Canada's women's rugby team, ranked No. 2, fights through funding crisis as it prepares for World Cup
Rugby Canada has started crowdfunding campaign to help with training

The Canadian women's rugby team, ranked second in the world, is trying to beat the odds — and also cash in on them.
Last month Rugby Canada launched a fundraising campaign for the women's 15s team to help on their road to the 2025 Women's Rugby World Cup, to be held in various cities in England this August. (The tournament features the 15-player version, as opposed to the sevens team that won silver at the 2024 Paris Olympics, an Olympic best for Canada. Many of the players compete on both teams.)
What the team wants is funding to facilitate time together in camp for training, strategizing, and bonding to help in their goal of winning the World Cup. They're seeking access to mental performance coaching and other necessary resources for an elite team wanting to win and do it in a manner befitting a team that is making history.
When I heard about the campaign to crowdfund, my initial reaction was to think that the expenses should be covered by the national sporting organization (NSO).
Why rely on Canadians to keep footing the bill for women to compete? And what happens next year for other teams such as the U20s or the men's side? They will also need financial support. Will the legacy for rugby be that they always have their hands outstretched?
Programs like Own the Podium have focused on winning as opposed to supporting athletes holistically, growing grassroots and developing sustainable sport in Canada. We continuously find ourselves in situations where athletes are underfunded. There's no creativity, no innovation in sports models, and little accountability in circumstances of maltreatment, abuse or mismanagement. The government doesn't fund organizations well and then athletes pay for themselves and end up in debt. It feels like Canadian sport is hemorrhaging money. Is crowdfunding really the solution?

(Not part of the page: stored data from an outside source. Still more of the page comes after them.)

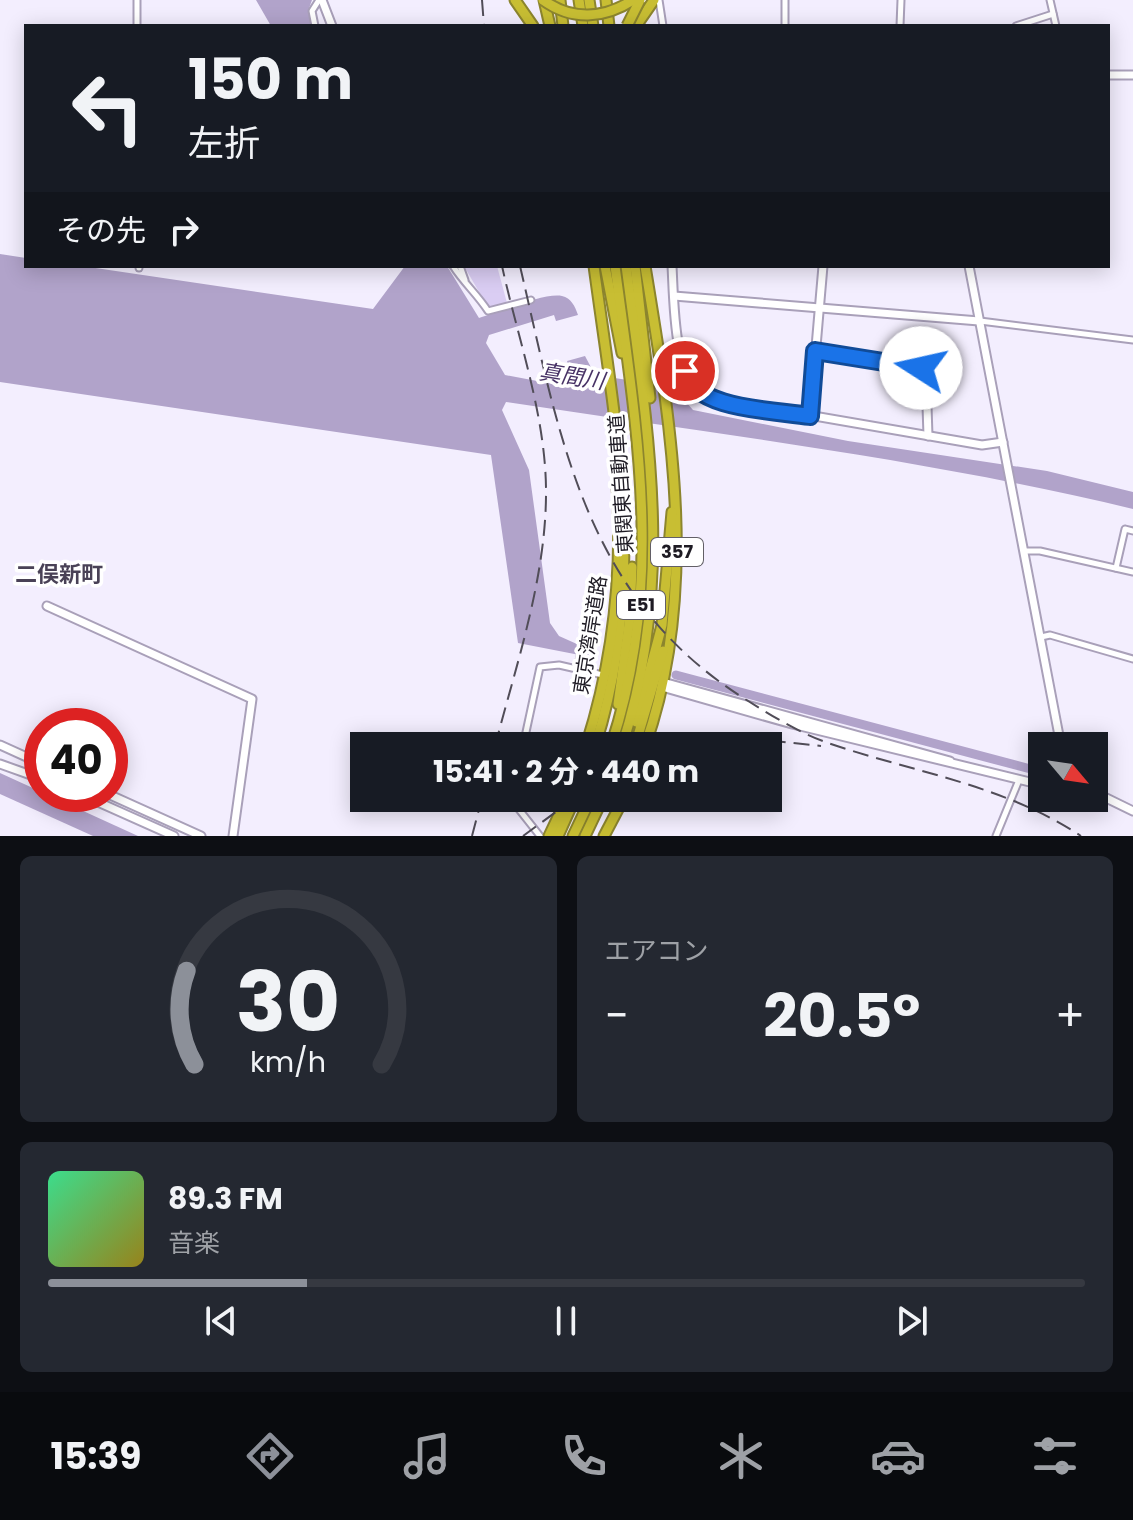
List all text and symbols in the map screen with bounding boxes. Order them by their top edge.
text: 150 m [188,40,353,119]
icon: left [56,56,160,160]
text: 左折 [188,118,260,169]
icon: right [162,208,206,252]
text: その先 [56,209,146,252]
position arrow [879,326,963,410]
pin [651,337,719,405]
icon: arrive [663,349,707,393]
water label: 真間川 [537,356,609,397]
street label: 東関東自動車道 [602,413,640,555]
road number: 357 [651,538,703,566]
district label: 二俣新町 [15,559,103,590]
street label: 東京湾岸道路 [567,574,613,696]
road number: E51 [617,591,665,619]
speed limit sign: 40 [24,708,128,812]
north arrow [1028,732,1108,812]
map controls [1028,732,1108,812]
text: 15:41 · 2 分 · 440 m [433,750,699,793]
text: エアコン [605,933,709,969]
text: 30 [236,944,341,1060]
text: 20.5° [763,974,920,1058]
text: − [605,985,629,1046]
text: + [1055,985,1085,1046]
text: km/h [250,1042,326,1082]
text: 89.3 FM [168,1177,283,1220]
text: 音楽 [168,1225,220,1261]
icon: previous [199,1299,243,1343]
icon: pause [544,1299,588,1343]
icon: next [890,1299,934,1343]
icon: directions [242,1428,298,1484]
icon: music [399,1428,455,1484]
icon: phone [556,1428,612,1484]
icon: climate [713,1428,769,1484]
icon: car [870,1428,926,1484]
icon: filters [1027,1428,1083,1484]
text: 15:39 [50,1431,142,1482]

The reality is that it's not that cut and dry. I've been critical of NSOs and the models in the past but we're at a crossroads. We have a brilliantly talented team that can win the World Cup. Is the the choice to either help or not send them?

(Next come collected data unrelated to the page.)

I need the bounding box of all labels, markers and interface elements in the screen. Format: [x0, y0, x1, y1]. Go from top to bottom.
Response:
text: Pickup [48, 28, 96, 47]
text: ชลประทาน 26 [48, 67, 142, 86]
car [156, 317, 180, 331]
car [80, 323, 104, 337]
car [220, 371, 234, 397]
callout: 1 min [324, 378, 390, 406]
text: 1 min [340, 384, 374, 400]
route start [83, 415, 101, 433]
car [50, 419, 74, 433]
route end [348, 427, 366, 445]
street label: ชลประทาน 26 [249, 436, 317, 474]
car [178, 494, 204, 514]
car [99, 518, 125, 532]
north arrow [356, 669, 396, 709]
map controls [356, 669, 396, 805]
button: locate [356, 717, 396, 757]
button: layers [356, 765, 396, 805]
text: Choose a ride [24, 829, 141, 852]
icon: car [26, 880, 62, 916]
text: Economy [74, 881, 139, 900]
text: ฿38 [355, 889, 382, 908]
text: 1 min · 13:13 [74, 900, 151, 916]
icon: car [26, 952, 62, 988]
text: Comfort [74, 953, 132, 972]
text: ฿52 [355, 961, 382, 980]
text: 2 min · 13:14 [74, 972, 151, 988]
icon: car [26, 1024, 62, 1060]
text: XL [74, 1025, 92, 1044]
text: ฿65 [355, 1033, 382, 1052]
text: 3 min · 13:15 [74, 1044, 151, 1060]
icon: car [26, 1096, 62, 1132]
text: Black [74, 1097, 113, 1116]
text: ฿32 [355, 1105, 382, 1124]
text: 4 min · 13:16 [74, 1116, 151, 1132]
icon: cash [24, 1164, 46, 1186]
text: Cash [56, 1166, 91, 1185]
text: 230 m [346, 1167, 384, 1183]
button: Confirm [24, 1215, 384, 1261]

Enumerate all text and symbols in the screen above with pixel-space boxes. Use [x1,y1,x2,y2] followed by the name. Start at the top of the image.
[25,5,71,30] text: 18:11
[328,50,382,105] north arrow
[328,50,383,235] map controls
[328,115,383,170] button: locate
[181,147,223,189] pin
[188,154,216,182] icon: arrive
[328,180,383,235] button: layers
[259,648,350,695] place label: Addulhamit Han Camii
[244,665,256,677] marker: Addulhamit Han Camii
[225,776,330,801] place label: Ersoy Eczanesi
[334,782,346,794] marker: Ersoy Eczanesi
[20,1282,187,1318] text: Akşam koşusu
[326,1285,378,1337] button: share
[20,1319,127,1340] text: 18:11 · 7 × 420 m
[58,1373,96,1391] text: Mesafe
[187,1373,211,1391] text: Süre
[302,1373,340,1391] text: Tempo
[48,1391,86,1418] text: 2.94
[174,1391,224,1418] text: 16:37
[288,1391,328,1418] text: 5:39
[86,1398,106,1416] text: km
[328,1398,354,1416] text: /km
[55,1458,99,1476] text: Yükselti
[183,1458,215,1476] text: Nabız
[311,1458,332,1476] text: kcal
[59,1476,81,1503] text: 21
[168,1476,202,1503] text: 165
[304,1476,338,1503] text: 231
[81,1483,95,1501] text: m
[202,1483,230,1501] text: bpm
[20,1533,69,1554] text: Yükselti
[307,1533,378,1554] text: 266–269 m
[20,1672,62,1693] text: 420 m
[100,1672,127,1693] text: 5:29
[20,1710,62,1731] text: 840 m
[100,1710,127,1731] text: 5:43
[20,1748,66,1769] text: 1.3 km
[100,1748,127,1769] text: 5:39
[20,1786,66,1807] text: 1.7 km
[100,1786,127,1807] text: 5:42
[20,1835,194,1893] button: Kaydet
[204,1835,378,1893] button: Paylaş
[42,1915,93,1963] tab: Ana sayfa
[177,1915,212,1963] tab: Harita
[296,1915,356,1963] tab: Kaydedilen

I understand why there are naysayers. In 2021 the team was navigating horrible difficulties, reported as "psychological abuse, harassment and/or bullying" in the centralized training environment. A complaint was filed by 37 past and present members of the team and independent review painted a dysfunctional picture of Rugby Canada. A new coach was brought in. The team pulled forward, tackled expectations and forced themselves to be reckoned with as a powerhouse in rugby.

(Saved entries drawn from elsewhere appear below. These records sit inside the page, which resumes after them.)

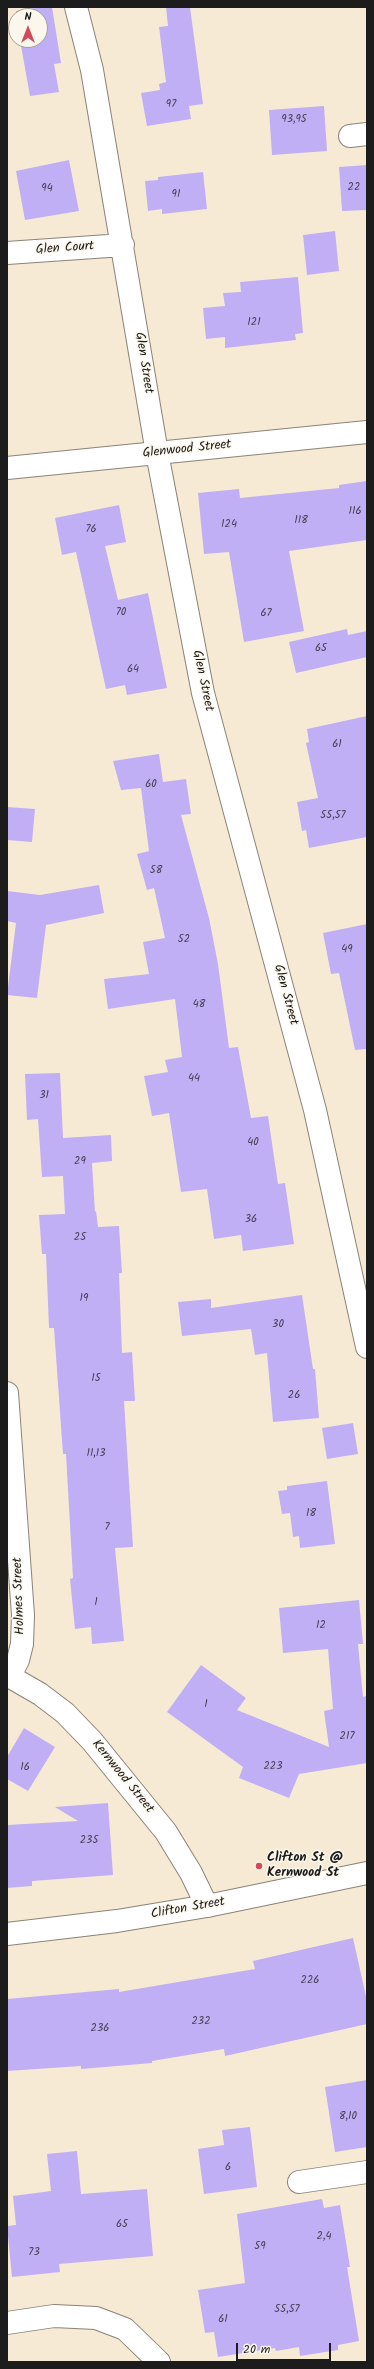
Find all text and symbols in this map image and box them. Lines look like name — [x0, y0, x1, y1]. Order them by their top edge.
north arrow — [8, 8, 48, 48]
text: N — [25, 8, 31, 26]
house number: 97 — [166, 98, 176, 112]
house number: 93,95 — [281, 113, 307, 127]
house number: 22 — [348, 181, 360, 195]
house number: 94 — [41, 182, 53, 196]
house number: 91 — [172, 188, 180, 202]
street label: Glen Court — [35, 239, 95, 259]
house number: 121 — [247, 316, 261, 330]
street label: Glen Street — [130, 331, 156, 395]
street label: Glenwood Street — [142, 438, 232, 462]
house number: 116 — [348, 505, 362, 519]
house number: 118 — [294, 514, 308, 528]
house number: 124 — [221, 518, 237, 532]
house number: 76 — [85, 523, 97, 537]
house number: 70 — [116, 606, 126, 620]
house number: 67 — [260, 607, 272, 621]
house number: 65 — [315, 642, 327, 656]
street label: Glen Street — [188, 649, 216, 713]
house number: 64 — [127, 663, 139, 677]
house number: 61 — [332, 738, 342, 752]
house number: 60 — [145, 778, 157, 792]
house number: 55,57 — [320, 809, 346, 823]
house number: 58 — [150, 864, 162, 878]
house number: 52 — [178, 933, 190, 947]
house number: 49 — [341, 943, 353, 957]
street label: Glen Street — [269, 963, 301, 1027]
house number: 48 — [193, 998, 205, 1012]
house number: 44 — [188, 1072, 200, 1086]
house number: 31 — [39, 1089, 49, 1103]
house number: 40 — [247, 1136, 259, 1150]
house number: 29 — [74, 1155, 86, 1169]
house number: 36 — [245, 1213, 257, 1227]
house number: 25 — [74, 1231, 86, 1245]
house number: 19 — [80, 1292, 88, 1306]
house number: 30 — [272, 1318, 284, 1332]
house number: 15 — [91, 1372, 101, 1386]
house number: 26 — [288, 1389, 300, 1403]
house number: 11,13 — [86, 1447, 106, 1461]
house number: 18 — [306, 1507, 316, 1521]
house number: 7 — [104, 1521, 110, 1535]
street label: Holmes Street — [11, 1557, 29, 1635]
house number: 1 — [94, 1596, 98, 1610]
house number: 12 — [316, 1619, 326, 1633]
house number: 1 — [204, 1698, 208, 1712]
house number: 217 — [340, 1730, 354, 1744]
street label: Kernwood Street — [88, 1737, 156, 1817]
house number: 223 — [263, 1760, 283, 1774]
house number: 16 — [20, 1761, 30, 1775]
house number: 235 — [80, 1834, 98, 1848]
place label: Clifton St @ Kernwood St — [267, 1851, 344, 1882]
marker: Clifton St @ Kernwood St — [254, 1861, 264, 1871]
street label: Clifton Street — [150, 1895, 226, 1923]
house number: 226 — [301, 1974, 319, 1988]
house number: 232 — [191, 2015, 211, 2029]
house number: 236 — [91, 2022, 109, 2036]
house number: 8,10 — [339, 2110, 357, 2124]
house number: 6 — [225, 2161, 231, 2175]
house number: 65 — [116, 2218, 128, 2232]
house number: 2,4 — [317, 2230, 331, 2244]
house number: 59 — [254, 2240, 266, 2254]
house number: 73 — [28, 2246, 40, 2260]
house number: 55,57 — [274, 2303, 300, 2317]
house number: 61 — [218, 2313, 228, 2327]
scale bar — [238, 2335, 333, 2361]
text: 20 m — [243, 2340, 270, 2359]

Rugby Canada asked women's team head coach Kevin Rouet what was required for his team's preparation for the World Cup. Rouet came up with a plan that consisted of eights days of a fully-funded training camp (40 people) and a number of warm-up games. Flights, accommodation, proper nutrition, and full support staff including physiotherapy came to about $3.6 million CAD.
According to Nathan Bombrys, Rugby Canada's CEO, they found $2.6 million in their operating budget and they decided to try to raise the balance.
"We don't have the funding to do some of this," said Bombrys. "We're competing against teams that even if we achieve this extra million, we're still going to be the second or third least-funded team in our tournament, and we're ranked two.
"I'm pretty confident that there might be one, maybe two, teams with less money than our team. And that's, that's not us as the NSO, that's, that's where sport is. You know, it's not a professional sport."
Olivia Apps and Pamphinette Buisa are part of the national rugby program and say the crowdfunding campaign is necessary and appreciated.
"This is just one of those things that we're trying to do to get more training time together, additional players, coaching, and things like that that will definitely help with getting us more preparation going into the World Cup," Buisa said. "The last World Cup we went to, we didn't have as much time together, and I think that it impacted us going into the World Cup."
At the most recent World Cup, played in New Zealand in 2022, the team finished fourth out of 12 teams.
"I mean it's definitely not ideal but it's the reality for Canadian rugby players," App said of the crowdfunding campaign. "Our union doesn't have the funds to support us fully — they do the best they can — so we have to rely on public fundraising."
The rugby community is responding. I spoke to a couple of rugby parents who are friends and agreed that this women's team is special. Youth players are excited about this women's team and the campaign was shared in clubs across Ontario. They also confirmed that although rugby is strong in community and helps each other, there is "no money" and some of the players from other teams still have to billet at training camps in Victoria because there isn't money for hotels.
This isn't an issue of gender. It's not like the men's team gets fully funded and the women don't. It's just a reality for rugby.
"It is great to have the support from the union, as in they are the ones fundraising and finding the money for us to be able to finish on the podium at the World Cup," Apps said. "In the past it has been players fundraising for themselves so it is a step forward."
If crowdfunding is a bandaid solution for problems that lie deeper in Canadian sport, we still have an obligation to triage, don't we? Some might think elite sport is a privilege, not a right. But I'm not interested in destroying the dreams of talented women because of the systems that are broken. I want to see them try — literally — to win.